Several compounds seem to be promising for drug target of HFpEF. Phosphodiesterase 5 inhibitors (PDE5I) increase cGMP level, attenuate adrenergic stimulation, reduce ventricular-arterial stiffening, antagonize maladaptive chamber remodeling, improve endothelial function, and reduce pulmonary vascular resistance [26–30]. The PDE5I sildenafil is currently being tested in the RELAX trial, which evaluates the effects of PDE5I on exercise capacity, functional status, and ventricular function . A preliminary open-label trial documented improvements in exercise capacity and the E/E′ ratio in HFpEF treated with spironolactone . Aldosterone antagonists are currently being actively investigated for HFpEF in the clinical situation. Chamber stiffness is altered by the extracellular matrix like collagen. Alagebrium chloride (ALT-711) is a novel agent that breaks glucose cross-links and improves ventricular and vascular compliance in animal experiments and reduces blood pressure and vascular stiffness in humans [33, 34]. Small open-label trial revealed that ALT-711 was associated with reduced LV mass and improved diastolic filling . Diastolic dysfunction in HFpEF may be related to abnormalities in energy availability or utilization in myocytes [36–38]. Recently, abnormal ATP phosphocreatine shuttle kinetics in HFpEF was demonstrated, and similar results were recently also reported [37, 39]. Currently, a novel therapy targeting energy utilization is under investigation .
Despite the fact that diastolic heart failure is a common condition of heart failure, its precise definition still remains unclear.
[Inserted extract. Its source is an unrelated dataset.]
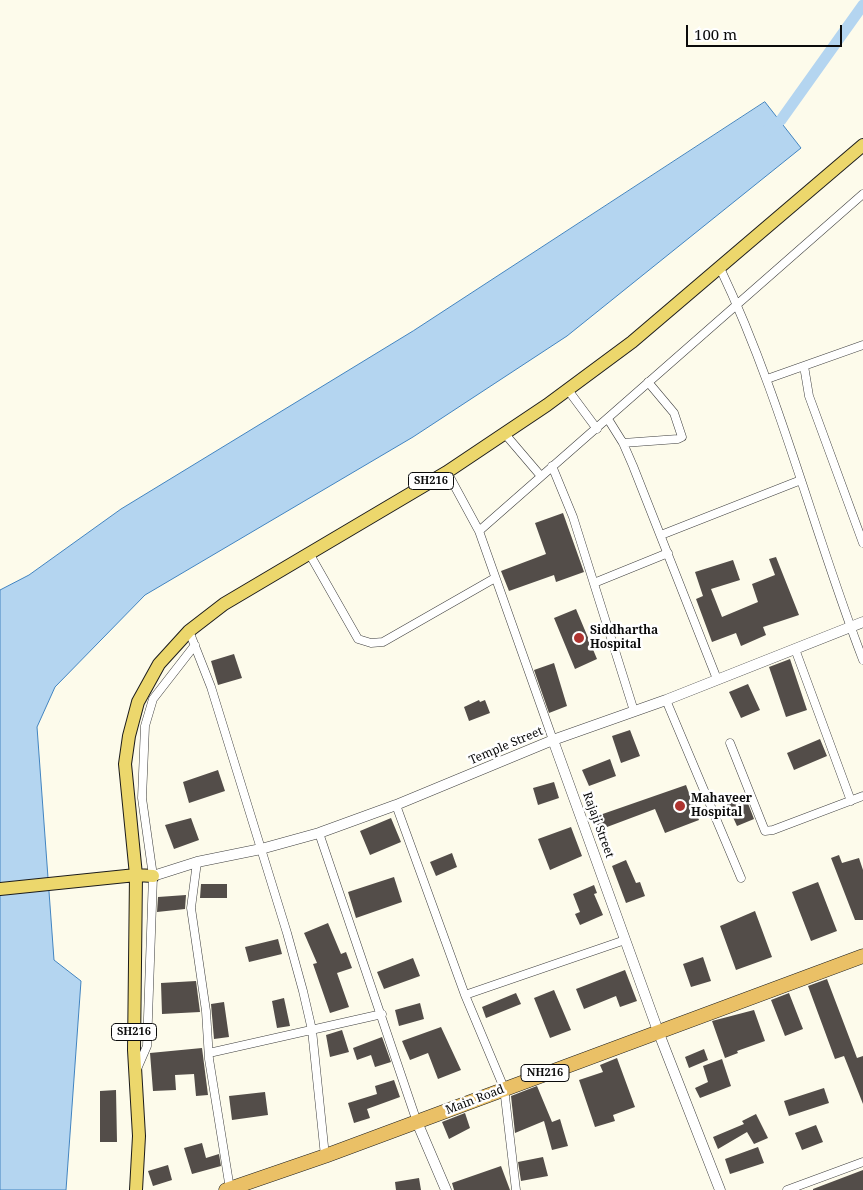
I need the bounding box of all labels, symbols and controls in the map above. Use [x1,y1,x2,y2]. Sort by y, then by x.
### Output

Therefore, the similarities and differences between the pathogenesis and pathophysiology of diastolic and systolic heart failure have not been sufficiently elucidated. This is thought to be the most significant reason for a lack of established treatment methods for diastolic heart failure. We hope to proceed with future studies on this paper.
Conflict of Interests
The author declares that there is no conflict of interests regarding the publication of this article.